** EXERCISE **
How many lines in the data below include the word "rule"? Respond with the number, nothing more.

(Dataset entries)
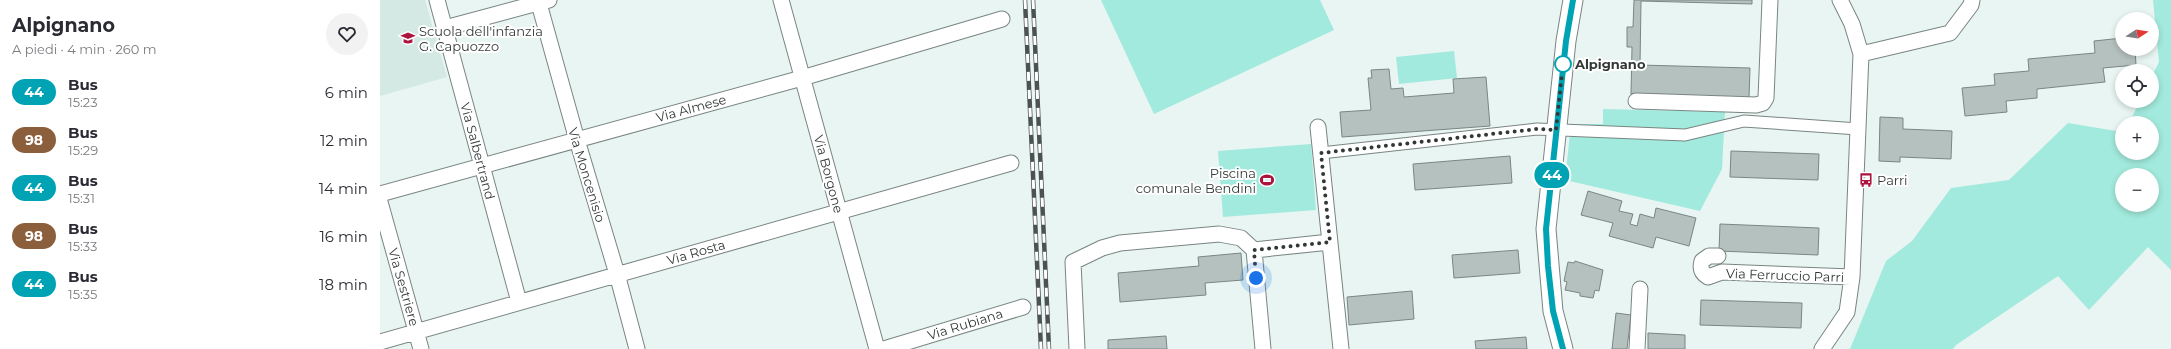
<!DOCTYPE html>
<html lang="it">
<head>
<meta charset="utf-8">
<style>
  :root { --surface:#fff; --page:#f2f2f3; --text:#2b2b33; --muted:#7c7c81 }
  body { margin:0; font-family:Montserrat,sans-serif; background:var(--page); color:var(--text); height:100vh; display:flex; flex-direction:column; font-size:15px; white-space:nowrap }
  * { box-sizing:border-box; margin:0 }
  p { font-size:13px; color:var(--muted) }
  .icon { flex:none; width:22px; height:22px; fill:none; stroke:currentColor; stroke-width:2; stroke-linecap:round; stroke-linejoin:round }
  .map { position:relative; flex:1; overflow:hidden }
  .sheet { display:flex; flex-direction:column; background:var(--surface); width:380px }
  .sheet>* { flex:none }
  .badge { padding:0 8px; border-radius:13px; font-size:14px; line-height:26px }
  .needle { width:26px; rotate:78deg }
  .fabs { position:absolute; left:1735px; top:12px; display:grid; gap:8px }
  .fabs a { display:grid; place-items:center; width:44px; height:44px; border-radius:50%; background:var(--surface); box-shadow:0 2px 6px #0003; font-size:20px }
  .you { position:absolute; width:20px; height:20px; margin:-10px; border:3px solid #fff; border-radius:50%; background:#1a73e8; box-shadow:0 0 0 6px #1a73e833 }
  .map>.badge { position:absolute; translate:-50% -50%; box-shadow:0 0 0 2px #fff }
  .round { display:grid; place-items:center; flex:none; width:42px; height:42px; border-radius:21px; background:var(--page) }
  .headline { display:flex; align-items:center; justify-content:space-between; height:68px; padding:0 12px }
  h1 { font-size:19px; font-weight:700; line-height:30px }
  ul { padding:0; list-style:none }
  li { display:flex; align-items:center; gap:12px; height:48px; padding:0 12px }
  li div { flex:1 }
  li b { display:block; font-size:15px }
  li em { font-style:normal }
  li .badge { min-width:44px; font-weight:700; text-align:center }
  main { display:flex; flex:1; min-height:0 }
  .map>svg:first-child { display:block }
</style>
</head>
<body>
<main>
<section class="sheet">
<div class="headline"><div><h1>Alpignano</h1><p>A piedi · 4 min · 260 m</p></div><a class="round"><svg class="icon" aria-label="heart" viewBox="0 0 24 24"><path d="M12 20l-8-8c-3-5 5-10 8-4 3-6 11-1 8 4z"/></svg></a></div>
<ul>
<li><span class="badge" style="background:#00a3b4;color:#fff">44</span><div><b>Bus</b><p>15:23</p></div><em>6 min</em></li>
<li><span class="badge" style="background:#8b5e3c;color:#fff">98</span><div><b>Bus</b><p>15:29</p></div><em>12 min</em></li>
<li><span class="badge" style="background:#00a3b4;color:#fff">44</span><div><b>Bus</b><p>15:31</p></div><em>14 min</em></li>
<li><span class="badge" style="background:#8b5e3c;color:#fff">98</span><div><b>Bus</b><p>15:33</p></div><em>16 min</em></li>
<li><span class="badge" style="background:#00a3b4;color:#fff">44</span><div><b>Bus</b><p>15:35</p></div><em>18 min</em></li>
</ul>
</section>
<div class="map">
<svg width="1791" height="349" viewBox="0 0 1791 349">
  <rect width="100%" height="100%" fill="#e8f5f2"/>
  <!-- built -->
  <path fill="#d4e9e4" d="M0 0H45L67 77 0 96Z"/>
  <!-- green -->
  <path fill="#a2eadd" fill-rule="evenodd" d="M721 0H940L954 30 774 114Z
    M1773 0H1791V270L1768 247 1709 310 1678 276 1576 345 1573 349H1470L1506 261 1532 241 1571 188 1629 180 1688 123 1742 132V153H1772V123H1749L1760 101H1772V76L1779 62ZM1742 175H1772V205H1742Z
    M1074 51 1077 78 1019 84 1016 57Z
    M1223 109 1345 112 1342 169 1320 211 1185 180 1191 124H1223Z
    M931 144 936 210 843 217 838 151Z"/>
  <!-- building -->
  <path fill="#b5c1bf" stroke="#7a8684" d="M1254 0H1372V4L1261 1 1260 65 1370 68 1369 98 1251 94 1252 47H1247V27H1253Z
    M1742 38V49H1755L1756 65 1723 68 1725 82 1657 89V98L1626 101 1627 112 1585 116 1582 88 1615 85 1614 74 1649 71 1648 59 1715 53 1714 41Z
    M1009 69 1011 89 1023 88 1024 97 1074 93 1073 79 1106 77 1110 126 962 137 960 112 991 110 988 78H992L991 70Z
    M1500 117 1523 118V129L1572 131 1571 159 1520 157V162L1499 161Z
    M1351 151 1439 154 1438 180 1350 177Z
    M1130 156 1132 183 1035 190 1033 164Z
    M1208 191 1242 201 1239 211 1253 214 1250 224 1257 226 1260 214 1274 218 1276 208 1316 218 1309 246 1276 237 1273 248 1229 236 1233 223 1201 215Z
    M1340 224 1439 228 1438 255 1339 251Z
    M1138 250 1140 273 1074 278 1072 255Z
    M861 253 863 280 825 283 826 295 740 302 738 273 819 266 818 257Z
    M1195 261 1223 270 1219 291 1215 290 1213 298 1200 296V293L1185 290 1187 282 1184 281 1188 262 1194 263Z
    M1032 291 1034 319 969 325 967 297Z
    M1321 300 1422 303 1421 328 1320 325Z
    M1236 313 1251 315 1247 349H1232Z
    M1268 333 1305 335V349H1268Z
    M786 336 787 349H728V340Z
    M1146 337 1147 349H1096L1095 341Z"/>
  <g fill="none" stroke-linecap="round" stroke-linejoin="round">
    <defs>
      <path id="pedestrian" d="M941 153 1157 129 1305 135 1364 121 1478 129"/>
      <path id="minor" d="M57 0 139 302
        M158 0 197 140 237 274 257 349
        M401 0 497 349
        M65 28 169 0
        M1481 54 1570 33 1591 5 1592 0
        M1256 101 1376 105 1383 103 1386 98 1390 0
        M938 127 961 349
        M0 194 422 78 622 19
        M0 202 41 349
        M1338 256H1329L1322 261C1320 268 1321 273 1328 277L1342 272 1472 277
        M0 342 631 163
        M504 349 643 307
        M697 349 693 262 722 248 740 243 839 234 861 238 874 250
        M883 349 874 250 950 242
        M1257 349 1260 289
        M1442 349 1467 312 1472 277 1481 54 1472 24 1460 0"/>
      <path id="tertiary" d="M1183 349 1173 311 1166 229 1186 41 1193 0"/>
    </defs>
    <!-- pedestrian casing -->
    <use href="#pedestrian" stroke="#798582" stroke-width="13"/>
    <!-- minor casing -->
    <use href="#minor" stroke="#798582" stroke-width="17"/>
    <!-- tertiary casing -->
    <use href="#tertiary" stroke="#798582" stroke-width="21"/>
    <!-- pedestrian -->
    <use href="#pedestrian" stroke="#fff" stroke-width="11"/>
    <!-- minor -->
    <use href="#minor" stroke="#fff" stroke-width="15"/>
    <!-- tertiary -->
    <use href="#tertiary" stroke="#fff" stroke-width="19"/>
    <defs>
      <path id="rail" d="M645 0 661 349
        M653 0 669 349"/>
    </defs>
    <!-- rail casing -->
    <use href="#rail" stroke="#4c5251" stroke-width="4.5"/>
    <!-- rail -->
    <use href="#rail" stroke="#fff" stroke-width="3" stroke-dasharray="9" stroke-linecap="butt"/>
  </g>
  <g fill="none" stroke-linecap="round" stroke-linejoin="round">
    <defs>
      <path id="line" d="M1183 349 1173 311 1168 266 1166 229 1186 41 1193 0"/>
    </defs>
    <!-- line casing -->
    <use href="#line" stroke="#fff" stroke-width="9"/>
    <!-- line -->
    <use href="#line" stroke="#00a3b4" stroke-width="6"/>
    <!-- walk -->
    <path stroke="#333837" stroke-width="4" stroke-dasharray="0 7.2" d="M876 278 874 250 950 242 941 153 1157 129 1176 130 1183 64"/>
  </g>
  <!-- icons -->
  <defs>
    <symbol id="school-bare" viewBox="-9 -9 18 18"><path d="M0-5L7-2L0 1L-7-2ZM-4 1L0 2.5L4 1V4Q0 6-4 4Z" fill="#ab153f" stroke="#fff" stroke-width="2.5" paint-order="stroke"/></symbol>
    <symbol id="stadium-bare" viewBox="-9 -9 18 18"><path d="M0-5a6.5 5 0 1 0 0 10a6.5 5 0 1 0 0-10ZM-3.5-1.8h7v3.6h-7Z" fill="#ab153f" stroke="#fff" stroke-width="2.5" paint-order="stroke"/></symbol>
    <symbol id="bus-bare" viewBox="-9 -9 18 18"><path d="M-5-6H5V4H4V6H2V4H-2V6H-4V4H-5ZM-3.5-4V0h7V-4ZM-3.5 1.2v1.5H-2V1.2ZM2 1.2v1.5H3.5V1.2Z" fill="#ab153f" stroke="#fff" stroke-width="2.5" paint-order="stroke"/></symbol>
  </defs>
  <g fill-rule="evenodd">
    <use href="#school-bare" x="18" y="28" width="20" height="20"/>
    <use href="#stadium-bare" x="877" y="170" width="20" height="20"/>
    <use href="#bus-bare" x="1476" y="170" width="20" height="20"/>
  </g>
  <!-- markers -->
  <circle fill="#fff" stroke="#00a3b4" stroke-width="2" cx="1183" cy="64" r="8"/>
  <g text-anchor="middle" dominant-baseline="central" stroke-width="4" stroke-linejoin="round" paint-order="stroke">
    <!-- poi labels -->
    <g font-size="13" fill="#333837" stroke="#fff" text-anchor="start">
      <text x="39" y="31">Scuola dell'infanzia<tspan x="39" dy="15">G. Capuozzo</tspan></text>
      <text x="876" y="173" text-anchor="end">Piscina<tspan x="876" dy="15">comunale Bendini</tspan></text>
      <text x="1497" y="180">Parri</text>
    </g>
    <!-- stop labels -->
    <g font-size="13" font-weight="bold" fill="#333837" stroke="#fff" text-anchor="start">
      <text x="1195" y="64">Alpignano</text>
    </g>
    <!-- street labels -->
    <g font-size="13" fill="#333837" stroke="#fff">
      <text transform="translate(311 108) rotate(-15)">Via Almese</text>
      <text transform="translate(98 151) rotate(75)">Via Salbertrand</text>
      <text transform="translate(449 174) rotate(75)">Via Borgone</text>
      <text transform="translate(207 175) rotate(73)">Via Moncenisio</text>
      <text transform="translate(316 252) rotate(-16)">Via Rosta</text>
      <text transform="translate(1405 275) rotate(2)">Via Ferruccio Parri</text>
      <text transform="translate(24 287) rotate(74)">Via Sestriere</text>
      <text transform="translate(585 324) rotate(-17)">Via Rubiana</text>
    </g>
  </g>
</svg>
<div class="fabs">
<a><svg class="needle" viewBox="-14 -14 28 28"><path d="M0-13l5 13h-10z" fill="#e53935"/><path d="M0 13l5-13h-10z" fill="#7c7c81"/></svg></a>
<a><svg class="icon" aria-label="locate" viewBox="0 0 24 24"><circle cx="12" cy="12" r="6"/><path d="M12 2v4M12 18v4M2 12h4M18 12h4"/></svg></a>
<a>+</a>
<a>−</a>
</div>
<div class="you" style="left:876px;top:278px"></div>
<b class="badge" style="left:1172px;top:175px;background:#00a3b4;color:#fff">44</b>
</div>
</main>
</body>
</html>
==
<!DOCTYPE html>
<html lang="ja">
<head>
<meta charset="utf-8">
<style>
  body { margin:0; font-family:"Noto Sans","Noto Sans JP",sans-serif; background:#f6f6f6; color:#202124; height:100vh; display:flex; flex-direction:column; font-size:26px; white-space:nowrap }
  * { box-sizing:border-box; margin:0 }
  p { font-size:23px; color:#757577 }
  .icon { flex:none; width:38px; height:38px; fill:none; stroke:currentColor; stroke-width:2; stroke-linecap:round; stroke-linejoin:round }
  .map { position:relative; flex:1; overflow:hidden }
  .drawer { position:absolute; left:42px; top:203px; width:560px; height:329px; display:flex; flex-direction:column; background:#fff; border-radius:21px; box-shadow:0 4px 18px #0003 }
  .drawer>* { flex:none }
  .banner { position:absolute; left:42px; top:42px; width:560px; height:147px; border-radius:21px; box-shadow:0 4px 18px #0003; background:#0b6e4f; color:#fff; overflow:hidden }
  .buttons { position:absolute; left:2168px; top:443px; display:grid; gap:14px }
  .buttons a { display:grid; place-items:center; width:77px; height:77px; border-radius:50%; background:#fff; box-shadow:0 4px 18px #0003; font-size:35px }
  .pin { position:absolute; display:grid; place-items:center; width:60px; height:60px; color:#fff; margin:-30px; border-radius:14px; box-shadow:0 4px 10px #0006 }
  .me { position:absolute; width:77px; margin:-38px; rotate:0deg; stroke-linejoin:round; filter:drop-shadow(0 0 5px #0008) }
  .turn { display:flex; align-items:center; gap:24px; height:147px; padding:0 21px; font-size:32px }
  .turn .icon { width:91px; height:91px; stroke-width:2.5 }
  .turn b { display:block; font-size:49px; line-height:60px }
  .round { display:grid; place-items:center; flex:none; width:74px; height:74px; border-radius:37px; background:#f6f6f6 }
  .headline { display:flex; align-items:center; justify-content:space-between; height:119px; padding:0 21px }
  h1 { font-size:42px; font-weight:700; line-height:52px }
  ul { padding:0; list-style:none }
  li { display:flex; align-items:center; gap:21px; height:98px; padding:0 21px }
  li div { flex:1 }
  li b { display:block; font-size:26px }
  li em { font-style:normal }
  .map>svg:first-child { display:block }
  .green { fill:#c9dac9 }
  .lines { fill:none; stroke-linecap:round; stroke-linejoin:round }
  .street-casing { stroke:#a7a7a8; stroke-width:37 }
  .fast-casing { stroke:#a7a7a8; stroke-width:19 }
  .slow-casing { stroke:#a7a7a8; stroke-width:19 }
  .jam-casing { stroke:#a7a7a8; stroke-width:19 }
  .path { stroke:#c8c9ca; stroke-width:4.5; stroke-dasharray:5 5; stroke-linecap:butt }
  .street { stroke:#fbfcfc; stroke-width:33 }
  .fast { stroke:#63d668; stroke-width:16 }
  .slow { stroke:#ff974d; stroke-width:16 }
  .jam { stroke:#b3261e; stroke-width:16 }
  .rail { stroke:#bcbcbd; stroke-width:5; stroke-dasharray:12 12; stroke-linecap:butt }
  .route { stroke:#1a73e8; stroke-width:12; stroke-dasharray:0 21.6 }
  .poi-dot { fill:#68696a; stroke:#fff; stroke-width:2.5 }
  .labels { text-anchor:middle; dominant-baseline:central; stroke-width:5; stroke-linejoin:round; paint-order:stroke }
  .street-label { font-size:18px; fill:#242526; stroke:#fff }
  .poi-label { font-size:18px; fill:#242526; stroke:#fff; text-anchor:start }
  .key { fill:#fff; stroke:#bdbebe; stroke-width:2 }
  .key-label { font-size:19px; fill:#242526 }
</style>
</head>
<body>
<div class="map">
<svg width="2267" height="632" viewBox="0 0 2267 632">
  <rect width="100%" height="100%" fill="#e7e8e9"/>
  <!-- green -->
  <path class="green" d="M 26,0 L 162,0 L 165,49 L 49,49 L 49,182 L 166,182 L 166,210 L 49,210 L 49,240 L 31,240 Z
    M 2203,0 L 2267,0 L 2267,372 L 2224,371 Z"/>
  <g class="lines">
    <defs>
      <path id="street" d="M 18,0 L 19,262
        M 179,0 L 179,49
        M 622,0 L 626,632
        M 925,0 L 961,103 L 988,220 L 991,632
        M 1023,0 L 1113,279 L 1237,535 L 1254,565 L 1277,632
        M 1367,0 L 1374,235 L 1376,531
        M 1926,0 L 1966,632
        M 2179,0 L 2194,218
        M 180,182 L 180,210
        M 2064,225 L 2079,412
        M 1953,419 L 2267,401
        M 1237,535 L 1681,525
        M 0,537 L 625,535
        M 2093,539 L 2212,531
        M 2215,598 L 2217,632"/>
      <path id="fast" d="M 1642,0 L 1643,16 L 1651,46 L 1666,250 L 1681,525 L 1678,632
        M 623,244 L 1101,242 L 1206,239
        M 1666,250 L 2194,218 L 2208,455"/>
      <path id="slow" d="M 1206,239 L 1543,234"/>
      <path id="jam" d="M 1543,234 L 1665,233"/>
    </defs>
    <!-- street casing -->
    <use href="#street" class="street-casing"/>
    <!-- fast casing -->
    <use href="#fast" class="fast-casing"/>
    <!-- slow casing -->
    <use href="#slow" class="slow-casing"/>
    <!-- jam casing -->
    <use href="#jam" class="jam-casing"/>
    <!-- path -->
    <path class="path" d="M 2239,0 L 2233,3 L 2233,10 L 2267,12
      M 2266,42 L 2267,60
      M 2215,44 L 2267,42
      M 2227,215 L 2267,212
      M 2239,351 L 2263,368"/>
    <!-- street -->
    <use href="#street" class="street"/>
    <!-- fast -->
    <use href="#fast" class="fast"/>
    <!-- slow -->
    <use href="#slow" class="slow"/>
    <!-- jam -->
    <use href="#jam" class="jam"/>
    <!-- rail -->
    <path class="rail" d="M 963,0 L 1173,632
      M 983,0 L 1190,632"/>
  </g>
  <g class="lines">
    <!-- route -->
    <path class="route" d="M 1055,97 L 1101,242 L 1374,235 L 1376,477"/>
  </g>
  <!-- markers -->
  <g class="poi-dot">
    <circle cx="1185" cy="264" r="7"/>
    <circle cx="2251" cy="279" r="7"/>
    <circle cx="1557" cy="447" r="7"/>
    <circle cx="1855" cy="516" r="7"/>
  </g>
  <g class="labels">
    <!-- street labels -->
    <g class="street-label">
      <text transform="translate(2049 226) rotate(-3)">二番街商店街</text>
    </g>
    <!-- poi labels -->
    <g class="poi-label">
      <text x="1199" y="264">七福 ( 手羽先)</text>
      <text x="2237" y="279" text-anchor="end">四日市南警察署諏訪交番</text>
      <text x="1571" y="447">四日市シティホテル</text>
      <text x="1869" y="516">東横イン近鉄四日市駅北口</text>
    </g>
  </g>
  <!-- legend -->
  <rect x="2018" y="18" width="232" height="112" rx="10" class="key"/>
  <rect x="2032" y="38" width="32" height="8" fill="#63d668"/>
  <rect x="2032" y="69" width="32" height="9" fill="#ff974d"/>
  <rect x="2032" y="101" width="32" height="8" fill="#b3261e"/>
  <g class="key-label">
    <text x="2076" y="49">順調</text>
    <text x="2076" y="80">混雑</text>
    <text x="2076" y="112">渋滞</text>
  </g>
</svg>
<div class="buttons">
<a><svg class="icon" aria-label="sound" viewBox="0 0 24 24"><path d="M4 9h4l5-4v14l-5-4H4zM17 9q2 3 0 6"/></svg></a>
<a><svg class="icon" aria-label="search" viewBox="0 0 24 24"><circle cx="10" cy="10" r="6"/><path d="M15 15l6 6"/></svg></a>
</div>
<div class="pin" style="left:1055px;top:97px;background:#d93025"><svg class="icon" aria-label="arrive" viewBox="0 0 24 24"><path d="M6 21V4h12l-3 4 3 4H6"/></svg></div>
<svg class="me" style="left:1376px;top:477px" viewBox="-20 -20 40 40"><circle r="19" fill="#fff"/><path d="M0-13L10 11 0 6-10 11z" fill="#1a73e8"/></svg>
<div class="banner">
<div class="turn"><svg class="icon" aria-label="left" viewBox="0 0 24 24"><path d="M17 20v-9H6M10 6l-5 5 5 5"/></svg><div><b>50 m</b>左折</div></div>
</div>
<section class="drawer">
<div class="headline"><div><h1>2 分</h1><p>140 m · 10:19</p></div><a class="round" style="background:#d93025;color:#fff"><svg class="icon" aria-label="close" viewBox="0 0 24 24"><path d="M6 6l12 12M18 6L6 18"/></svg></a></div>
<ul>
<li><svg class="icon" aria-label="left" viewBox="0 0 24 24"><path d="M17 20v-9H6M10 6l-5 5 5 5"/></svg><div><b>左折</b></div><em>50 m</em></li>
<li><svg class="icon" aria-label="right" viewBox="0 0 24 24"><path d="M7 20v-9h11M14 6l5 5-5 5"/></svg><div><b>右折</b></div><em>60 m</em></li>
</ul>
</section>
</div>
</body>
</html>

** RESPONSE **
2